Sin embargo, Israel es el país más vulnerable del planeta, rodeado por un mar de fundamentalistas, predicadores alucinados y dictadores que ansían barrerlo de mapa. Desde antes de su independencia fue acosado, no tanto por su carácter judío, sino por ser el afluente de la modernidad y el progreso, la democracia, el pluralismo, la tolerancia, la libertad de prensa, la justicia independiente, la alternancia del poder, los derechos humanos e individuales. Ganó premios Nobel en ciencias y literatura, inventó eficaces sistemas de irrigación, educó artistas eminentes, aportó descubrimientos a la biología. Sobre todo, está cansado de guerra. Ya son varias las generaciones de estoicos ciudadanos que defienden el país con una mano y trabajan con la otra. Israel siempre quiso ser Atenas y la obligaron a ser Esparta.
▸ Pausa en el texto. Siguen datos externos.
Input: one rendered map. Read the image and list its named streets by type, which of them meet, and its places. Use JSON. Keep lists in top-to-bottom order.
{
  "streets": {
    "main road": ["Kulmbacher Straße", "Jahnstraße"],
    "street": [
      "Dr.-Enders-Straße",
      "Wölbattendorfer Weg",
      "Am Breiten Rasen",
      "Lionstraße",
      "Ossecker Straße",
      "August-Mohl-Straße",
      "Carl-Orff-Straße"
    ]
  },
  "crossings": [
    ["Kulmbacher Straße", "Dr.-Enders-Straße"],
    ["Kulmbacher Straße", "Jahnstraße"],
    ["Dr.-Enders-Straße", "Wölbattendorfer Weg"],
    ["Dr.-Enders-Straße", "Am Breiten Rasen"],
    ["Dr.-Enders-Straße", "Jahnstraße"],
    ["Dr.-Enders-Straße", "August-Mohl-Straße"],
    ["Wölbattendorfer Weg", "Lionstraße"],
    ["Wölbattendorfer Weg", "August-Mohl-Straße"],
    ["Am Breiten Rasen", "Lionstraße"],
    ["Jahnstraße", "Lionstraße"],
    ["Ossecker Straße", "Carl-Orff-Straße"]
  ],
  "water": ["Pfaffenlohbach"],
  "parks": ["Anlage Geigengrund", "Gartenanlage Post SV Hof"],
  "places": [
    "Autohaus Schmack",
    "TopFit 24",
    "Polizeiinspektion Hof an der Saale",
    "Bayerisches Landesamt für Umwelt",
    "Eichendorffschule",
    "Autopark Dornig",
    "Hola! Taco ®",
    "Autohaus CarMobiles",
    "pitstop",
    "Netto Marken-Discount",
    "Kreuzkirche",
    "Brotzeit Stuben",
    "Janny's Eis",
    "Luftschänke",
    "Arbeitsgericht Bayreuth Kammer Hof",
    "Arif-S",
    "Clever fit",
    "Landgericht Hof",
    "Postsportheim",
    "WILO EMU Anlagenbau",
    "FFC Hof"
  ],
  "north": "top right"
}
Pero la absurda postmodernidad no lo tiene en cuenta…
El odio a Israel tiene como consecuencia inevitable el odio a los judíos, no nos engañemos. Basta leer la Carta de Hamás o las declaraciones de los líderes iraníes. O recordar los atentados contra la embajada de Israel y la AMIA. Sería el más grosero de los bochornos que los argentinos dejemos a un lado el 17 de marzo de 1992 y el 18 de julio de 1994 para dar acogida a quienes los perpetraron, cometiendo los primeros ataques terrorista-suicidas en América contra decenas de civiles inocentes.
En consecuencia: ¡No a la exportación del conflicto¡ ¡No al odio!